Chen Yuxing, Yan Yixin, Xu Moping, Chen Wen, Lin Jinyu, Zhao Yan, Wu Junze, Wang Xianlong
Department of Bioinformatics, School of Basic Medical Sciences, School of Medical Technology and Engineering, Key Laboratory of Medical Bioinformatics, Key Laboratory of Ministry of Education for Gastrointestinal Cancer, Fujian Medical University, Fuzhou, China.
Fujian Stomatological Hospital, Fujian Medical University, Fuzhou, China.
Front Bioinform. 2021 Nov 8;1:744345. doi: 10.3389/fbinf.2021.744345. eCollection 2021.
More than 150 types of brain tumors have been documented. Accurate diagnosis is important for making appropriate therapeutic decisions in treating the diseases. The goal of this study is to develop a DNA methylation profile-based classifier to accurately identify various kinds of brain tumors. Thirteen datasets of DNA methylation profiles were downloaded from the Gene Expression Omnibus (GEO) database, of which GSE90496 and GSE109379 were used as the training set and the validation set, respectively, and the remaining 11 sets were used as the independent test set. The random forest algorithm was used to select the CpG sites based on the importance of the features and a multilayer perceptron (MLP) model was trained to classify the samples. Deconvolution with the debCAM package was used to explore the cellular composition difference among tumors. From training datasets with 2,801 samples, 396,568 CpG sites were retained after preprocessing, of which 767 were selected as the modeling features. A three-layer MLP model was developed, which consists of 1,320 nodes in the hidden layer, to predict the histological types of brain tumors. The prediction accuracy is 99.2, 87.0, and 96.58%, respectively, on the training, validation and test sets. The results of deconvolution analysis showed that the cell proportions of different tumor subtypes were different, and it is approximately enough to distinguish different tumor entities. We developed a classifier that is robust for the classification of central nervous system tumors, and tried to analyze the reasons for the classification performance.
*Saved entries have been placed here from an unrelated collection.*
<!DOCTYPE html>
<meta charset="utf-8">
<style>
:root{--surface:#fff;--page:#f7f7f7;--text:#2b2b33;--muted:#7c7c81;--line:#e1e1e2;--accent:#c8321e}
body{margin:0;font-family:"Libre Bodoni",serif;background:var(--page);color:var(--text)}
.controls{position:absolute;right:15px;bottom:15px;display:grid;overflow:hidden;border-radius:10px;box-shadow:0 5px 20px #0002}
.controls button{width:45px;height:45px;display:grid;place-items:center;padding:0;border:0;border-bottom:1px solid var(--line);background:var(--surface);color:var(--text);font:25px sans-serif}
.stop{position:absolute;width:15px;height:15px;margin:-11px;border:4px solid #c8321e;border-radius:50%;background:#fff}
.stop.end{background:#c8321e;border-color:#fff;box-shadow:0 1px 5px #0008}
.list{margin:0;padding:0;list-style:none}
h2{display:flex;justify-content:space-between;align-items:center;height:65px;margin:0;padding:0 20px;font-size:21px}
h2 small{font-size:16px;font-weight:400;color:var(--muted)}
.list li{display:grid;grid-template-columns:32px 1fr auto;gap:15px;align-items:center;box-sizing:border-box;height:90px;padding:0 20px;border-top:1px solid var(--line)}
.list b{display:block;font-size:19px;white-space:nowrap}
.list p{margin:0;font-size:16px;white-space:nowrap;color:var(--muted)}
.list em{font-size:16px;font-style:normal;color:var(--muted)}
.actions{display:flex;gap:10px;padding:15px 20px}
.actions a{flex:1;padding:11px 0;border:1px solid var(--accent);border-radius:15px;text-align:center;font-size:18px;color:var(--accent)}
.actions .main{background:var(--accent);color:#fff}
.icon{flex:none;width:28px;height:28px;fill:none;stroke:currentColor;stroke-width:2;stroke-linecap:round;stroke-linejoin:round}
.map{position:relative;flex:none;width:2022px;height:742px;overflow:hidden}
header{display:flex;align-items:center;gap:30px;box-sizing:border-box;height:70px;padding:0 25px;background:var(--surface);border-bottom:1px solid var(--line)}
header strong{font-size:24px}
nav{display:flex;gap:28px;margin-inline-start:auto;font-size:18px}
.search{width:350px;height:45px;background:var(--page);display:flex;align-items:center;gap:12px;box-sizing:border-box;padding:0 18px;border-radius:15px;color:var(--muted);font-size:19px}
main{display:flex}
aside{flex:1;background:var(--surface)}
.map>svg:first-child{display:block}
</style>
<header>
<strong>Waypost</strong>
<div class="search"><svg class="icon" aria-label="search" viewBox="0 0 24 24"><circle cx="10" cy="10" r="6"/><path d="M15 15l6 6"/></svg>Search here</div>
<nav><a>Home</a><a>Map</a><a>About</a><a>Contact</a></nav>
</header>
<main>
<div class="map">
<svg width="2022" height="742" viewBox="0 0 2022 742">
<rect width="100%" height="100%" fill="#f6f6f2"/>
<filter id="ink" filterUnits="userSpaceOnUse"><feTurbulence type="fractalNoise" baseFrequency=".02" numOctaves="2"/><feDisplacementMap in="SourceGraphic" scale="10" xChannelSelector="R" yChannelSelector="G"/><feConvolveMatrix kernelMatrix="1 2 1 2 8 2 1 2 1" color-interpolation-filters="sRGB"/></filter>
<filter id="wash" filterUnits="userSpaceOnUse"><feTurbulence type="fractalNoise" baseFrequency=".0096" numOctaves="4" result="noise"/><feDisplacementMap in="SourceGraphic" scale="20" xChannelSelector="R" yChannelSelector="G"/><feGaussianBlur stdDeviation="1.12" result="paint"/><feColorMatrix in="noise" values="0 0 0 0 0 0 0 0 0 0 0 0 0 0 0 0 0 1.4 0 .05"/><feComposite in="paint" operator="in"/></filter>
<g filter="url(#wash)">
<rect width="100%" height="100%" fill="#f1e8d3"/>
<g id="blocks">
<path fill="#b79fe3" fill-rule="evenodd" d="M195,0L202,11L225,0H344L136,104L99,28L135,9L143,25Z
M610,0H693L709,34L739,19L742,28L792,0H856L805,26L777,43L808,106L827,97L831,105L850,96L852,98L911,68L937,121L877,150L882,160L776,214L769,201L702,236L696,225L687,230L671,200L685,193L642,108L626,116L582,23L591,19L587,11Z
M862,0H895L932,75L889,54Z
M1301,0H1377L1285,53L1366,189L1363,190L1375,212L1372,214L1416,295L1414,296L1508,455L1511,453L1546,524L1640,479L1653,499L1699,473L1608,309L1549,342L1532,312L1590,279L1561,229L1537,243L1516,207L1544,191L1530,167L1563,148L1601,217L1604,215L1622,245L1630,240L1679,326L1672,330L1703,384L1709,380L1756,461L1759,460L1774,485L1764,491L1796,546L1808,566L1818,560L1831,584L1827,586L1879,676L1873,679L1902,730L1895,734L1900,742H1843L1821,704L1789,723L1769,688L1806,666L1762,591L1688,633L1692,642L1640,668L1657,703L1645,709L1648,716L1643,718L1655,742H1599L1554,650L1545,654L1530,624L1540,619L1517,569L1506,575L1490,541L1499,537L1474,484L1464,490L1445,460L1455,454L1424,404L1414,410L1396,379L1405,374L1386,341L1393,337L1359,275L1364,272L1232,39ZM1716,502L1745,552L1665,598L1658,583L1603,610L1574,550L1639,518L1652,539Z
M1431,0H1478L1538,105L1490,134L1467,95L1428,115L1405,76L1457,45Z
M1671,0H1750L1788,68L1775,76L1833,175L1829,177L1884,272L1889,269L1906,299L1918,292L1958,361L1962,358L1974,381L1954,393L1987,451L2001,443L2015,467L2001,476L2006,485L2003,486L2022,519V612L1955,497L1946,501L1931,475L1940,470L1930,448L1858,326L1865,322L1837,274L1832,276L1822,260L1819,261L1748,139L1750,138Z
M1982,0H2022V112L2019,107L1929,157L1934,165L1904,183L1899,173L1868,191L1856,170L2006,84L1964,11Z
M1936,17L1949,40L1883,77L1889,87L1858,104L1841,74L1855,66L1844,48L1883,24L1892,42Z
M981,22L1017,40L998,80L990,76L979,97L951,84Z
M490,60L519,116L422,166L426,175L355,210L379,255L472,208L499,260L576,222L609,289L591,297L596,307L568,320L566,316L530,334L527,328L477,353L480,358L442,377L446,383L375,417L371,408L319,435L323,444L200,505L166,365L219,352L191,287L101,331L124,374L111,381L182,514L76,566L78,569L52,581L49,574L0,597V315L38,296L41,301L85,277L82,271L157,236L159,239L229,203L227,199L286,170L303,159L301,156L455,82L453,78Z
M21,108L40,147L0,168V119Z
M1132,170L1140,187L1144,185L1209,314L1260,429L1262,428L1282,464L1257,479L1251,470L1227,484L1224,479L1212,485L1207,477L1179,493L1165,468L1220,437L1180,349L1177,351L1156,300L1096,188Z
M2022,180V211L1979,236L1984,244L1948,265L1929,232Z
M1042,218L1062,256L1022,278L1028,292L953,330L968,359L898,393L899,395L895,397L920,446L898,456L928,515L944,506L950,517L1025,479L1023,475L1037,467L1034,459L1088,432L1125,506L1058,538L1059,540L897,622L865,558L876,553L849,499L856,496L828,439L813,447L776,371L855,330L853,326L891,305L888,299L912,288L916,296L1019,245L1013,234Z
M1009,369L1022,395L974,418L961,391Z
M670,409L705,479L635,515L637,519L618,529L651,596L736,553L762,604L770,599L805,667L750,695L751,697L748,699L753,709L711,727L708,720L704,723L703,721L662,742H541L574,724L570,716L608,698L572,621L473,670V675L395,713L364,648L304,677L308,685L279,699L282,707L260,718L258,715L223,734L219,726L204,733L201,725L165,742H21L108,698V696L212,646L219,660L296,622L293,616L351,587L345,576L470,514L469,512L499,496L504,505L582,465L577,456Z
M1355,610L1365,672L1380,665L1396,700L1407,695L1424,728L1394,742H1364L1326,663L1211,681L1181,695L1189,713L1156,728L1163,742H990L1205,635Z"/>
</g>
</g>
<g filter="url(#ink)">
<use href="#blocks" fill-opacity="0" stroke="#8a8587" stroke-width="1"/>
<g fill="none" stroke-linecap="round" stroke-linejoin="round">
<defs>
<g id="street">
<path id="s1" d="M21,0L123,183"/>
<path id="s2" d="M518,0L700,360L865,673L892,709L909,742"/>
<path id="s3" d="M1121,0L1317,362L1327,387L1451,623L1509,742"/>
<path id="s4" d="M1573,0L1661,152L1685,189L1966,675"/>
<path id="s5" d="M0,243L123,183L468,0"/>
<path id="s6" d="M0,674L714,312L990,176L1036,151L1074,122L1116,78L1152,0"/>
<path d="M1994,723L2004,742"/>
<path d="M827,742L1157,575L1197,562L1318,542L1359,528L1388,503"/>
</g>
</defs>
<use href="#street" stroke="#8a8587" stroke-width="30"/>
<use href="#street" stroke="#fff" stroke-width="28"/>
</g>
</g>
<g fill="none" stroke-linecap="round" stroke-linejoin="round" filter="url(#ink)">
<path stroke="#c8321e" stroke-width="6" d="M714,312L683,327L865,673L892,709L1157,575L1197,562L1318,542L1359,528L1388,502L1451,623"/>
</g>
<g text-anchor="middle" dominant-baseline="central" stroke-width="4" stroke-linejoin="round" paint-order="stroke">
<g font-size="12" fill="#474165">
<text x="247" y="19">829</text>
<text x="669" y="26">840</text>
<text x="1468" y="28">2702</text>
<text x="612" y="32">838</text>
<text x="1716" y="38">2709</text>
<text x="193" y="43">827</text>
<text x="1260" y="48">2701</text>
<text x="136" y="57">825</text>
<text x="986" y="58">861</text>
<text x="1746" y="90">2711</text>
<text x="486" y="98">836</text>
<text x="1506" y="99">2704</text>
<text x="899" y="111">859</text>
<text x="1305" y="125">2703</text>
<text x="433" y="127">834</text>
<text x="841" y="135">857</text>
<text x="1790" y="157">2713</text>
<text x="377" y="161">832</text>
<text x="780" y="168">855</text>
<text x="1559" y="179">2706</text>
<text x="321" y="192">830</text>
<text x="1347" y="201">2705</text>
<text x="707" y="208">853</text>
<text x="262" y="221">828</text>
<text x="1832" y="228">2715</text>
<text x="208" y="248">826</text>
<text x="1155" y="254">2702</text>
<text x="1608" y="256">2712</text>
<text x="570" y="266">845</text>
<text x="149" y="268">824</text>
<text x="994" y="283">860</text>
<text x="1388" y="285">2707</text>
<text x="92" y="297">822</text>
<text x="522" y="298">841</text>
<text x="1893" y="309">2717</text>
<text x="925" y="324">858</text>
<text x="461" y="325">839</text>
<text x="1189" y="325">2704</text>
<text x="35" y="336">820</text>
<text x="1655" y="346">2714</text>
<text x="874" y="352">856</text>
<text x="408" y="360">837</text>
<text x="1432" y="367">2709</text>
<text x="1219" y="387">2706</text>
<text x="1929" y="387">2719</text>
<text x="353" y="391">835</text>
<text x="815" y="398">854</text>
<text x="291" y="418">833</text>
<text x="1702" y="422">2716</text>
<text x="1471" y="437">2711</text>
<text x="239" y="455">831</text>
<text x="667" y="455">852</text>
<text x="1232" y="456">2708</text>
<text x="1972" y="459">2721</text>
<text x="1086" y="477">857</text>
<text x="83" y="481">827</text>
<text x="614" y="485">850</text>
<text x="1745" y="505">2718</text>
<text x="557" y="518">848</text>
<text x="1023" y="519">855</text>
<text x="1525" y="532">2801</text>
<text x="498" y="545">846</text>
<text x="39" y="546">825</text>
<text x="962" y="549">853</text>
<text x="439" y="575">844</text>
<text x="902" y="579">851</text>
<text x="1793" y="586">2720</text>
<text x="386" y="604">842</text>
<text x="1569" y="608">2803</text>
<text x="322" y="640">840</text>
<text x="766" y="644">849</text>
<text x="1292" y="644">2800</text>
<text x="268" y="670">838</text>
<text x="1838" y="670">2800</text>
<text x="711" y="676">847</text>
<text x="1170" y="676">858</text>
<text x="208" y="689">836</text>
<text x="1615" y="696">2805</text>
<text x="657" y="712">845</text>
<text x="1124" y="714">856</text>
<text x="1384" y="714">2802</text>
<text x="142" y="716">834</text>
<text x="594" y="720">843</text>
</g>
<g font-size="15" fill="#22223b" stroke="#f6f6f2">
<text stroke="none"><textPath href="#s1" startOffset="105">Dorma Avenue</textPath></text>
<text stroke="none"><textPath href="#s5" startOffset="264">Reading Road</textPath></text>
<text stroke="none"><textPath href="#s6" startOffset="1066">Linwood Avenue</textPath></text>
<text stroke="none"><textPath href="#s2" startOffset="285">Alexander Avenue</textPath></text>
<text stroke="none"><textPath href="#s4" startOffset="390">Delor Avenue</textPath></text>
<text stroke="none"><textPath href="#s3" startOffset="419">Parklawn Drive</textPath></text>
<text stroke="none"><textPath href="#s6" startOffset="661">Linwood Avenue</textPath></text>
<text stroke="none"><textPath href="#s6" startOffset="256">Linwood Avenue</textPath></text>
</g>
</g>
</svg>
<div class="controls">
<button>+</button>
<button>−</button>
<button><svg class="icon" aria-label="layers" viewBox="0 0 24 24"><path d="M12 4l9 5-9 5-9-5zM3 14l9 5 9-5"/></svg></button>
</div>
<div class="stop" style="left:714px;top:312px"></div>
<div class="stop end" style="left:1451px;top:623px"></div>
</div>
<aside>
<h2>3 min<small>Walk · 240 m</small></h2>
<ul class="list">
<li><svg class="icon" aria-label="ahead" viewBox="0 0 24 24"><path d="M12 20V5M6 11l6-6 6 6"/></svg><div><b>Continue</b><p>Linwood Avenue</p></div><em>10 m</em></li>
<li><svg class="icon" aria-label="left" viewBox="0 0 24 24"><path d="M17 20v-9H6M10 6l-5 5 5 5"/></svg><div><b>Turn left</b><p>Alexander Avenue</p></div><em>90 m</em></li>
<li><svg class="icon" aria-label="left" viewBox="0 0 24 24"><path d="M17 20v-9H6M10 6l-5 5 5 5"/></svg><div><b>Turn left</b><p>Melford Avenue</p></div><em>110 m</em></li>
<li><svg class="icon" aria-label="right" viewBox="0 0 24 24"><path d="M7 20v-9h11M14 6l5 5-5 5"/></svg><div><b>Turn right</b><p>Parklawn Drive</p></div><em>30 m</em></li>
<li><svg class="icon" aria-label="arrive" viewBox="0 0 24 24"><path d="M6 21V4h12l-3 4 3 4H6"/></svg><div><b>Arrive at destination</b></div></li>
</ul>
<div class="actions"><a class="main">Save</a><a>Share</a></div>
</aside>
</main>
已记录的脑肿瘤类型超过150种。准确诊断对于制定治疗这些疾病的适当治疗决策非常重要。本研究的目的是开发一种基于DNA甲基化谱的分类器,以准确识别各种脑肿瘤。从基因表达综合数据库(GEO)下载了13个DNA甲基化谱数据集,其中GSE90496和GSE109379分别用作训练集和验证集,其余11个数据集用作独立测试集。基于特征的重要性,使用随机森林算法选择CpG位点,并训练多层感知器(MLP)模型对样本进行分类。使用debCAM软件包进行反卷积,以探索肿瘤之间的细胞组成差异。在对包含2801个样本的训练数据集中,预处理后保留了396568个CpG位点,其中767个被选为建模特征。开发了一个三层MLP模型,其隐藏层由1320个节点组成,用于预测脑肿瘤的组织学类型。在训练集、验证集和测试集上的预测准确率分别为99.2%、87.0%和96.58%。反卷积分析结果表明,不同肿瘤亚型的细胞比例不同,大致足以区分不同的肿瘤实体。我们开发了一种对中枢神经系统肿瘤分类具有鲁棒性的分类器,并试图分析分类性能的原因。